— What you should do —
Return each line below holding the string "yChannelSelector".

[Extracted data entries]
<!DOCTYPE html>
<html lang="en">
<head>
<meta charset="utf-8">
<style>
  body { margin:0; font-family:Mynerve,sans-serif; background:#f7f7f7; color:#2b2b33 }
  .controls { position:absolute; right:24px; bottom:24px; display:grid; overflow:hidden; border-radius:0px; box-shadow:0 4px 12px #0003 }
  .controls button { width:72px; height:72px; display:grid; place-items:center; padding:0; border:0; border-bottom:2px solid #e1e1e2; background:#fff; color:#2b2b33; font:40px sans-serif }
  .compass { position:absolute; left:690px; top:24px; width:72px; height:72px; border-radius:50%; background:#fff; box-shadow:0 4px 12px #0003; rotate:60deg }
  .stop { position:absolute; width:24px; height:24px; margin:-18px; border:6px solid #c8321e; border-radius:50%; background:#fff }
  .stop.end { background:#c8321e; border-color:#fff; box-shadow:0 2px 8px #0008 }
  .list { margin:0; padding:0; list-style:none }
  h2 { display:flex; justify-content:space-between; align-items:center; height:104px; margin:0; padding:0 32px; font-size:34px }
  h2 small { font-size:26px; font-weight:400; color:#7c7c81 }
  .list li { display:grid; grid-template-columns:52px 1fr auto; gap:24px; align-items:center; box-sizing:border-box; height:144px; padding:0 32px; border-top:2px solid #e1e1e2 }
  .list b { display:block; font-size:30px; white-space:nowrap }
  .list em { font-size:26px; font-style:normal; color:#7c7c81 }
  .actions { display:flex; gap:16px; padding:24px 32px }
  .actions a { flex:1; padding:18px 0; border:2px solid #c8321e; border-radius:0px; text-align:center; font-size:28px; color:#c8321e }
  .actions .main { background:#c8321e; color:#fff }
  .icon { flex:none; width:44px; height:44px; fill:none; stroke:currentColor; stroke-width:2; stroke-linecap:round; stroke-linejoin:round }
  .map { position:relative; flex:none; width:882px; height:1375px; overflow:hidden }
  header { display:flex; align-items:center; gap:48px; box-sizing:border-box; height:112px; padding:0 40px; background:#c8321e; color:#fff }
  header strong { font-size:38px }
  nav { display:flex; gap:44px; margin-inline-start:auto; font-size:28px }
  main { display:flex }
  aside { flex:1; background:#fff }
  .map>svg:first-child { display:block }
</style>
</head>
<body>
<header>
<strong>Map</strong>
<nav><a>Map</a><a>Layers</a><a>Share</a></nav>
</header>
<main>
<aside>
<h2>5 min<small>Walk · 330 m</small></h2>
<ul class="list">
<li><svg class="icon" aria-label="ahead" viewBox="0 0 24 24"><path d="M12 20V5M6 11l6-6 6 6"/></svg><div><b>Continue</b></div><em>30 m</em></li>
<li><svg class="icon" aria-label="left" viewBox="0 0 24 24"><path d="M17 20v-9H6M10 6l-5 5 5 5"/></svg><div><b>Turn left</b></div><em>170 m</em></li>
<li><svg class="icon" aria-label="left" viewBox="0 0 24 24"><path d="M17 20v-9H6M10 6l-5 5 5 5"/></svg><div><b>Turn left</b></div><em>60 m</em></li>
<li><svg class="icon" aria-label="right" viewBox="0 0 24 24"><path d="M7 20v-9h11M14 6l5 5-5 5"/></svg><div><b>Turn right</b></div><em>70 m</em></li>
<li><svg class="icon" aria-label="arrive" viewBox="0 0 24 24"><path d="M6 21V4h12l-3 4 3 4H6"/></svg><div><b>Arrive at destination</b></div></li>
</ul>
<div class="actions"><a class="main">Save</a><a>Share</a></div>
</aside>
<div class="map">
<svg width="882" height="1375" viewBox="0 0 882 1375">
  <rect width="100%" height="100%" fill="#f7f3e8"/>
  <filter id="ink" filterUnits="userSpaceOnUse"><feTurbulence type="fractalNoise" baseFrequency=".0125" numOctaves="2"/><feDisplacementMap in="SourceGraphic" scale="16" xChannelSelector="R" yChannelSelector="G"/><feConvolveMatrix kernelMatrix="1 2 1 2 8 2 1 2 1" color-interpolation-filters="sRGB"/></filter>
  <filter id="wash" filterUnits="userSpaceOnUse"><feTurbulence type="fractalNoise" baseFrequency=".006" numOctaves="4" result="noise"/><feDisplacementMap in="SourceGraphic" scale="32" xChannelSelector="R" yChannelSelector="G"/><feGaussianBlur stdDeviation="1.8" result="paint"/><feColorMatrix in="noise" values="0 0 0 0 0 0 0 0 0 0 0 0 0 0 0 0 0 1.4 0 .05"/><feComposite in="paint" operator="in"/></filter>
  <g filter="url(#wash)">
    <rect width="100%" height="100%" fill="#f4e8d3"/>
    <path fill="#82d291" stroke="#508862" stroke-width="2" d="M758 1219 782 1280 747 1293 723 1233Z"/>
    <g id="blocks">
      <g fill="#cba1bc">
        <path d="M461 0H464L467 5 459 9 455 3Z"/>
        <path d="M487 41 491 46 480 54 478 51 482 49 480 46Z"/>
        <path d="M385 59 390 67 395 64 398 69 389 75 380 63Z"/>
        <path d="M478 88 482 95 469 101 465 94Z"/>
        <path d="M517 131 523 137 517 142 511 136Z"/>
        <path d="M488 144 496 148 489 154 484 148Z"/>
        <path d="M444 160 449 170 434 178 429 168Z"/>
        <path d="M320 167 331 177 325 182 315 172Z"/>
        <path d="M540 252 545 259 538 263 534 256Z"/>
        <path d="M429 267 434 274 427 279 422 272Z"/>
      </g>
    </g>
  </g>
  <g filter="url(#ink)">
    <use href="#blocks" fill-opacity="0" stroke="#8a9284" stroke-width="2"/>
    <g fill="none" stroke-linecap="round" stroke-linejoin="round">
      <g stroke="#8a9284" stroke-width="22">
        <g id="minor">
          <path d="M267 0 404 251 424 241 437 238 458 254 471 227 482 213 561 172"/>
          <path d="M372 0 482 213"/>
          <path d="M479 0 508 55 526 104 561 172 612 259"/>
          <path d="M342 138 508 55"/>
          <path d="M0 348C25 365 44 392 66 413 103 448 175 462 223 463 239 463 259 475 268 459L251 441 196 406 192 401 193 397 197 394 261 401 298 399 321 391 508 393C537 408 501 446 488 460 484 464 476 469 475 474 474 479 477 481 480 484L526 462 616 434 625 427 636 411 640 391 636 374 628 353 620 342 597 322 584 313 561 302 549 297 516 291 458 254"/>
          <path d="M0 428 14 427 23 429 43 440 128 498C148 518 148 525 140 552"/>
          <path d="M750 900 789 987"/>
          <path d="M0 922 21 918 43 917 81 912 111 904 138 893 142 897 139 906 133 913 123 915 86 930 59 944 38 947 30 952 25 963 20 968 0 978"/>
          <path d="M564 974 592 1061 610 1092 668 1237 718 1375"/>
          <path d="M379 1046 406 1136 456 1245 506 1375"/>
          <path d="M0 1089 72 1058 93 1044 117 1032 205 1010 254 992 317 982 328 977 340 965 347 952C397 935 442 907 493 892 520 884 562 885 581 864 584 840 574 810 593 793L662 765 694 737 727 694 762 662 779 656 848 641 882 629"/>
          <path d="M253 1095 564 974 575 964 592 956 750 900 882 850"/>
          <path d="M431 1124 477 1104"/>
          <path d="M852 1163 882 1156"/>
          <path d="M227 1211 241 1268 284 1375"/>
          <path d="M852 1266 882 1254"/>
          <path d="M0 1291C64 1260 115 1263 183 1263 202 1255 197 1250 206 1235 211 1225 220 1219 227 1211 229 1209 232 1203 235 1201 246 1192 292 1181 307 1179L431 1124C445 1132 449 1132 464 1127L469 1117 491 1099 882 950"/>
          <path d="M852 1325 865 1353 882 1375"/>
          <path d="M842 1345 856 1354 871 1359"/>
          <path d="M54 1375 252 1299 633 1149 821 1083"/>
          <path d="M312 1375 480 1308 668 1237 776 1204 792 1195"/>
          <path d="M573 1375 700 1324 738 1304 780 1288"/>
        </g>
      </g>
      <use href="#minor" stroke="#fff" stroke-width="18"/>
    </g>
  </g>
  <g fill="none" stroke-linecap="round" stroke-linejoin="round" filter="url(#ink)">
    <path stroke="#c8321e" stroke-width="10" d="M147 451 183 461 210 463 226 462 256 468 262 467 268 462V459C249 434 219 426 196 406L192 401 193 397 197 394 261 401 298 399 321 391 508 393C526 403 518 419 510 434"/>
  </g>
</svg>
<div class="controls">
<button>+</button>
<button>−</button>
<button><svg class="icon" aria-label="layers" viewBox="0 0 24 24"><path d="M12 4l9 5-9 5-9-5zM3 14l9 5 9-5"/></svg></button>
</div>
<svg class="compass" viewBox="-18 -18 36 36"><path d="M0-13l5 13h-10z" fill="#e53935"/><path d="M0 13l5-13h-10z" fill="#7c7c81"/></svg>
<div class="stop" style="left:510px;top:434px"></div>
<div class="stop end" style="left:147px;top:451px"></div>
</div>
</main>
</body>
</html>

— Answer box —
  <filter id="ink" filterUnits="userSpaceOnUse"><feTurbulence type="fractalNoise" baseFrequency=".0125" numOctaves="2"/><feDisplacementMap in="SourceGraphic" scale="16" xChannelSelector="R" yChannelSelector="G"/><feConvolveMatrix kernelMatrix="1 2 1 2 8 2 1 2 1" color-interpolation-filters="sRGB"/></filter>
  <filter id="wash" filterUnits="userSpaceOnUse"><feTurbulence type="fractalNoise" baseFrequency=".006" numOctaves="4" result="noise"/><feDisplacementMap in="SourceGraphic" scale="32" xChannelSelector="R" yChannelSelector="G"/><feGaussianBlur stdDeviation="1.8" result="paint"/><feColorMatrix in="noise" values="0 0 0 0 0 0 0 0 0 0 0 0 0 0 0 0 0 1.4 0 .05"/><feComposite in="paint" operator="in"/></filter>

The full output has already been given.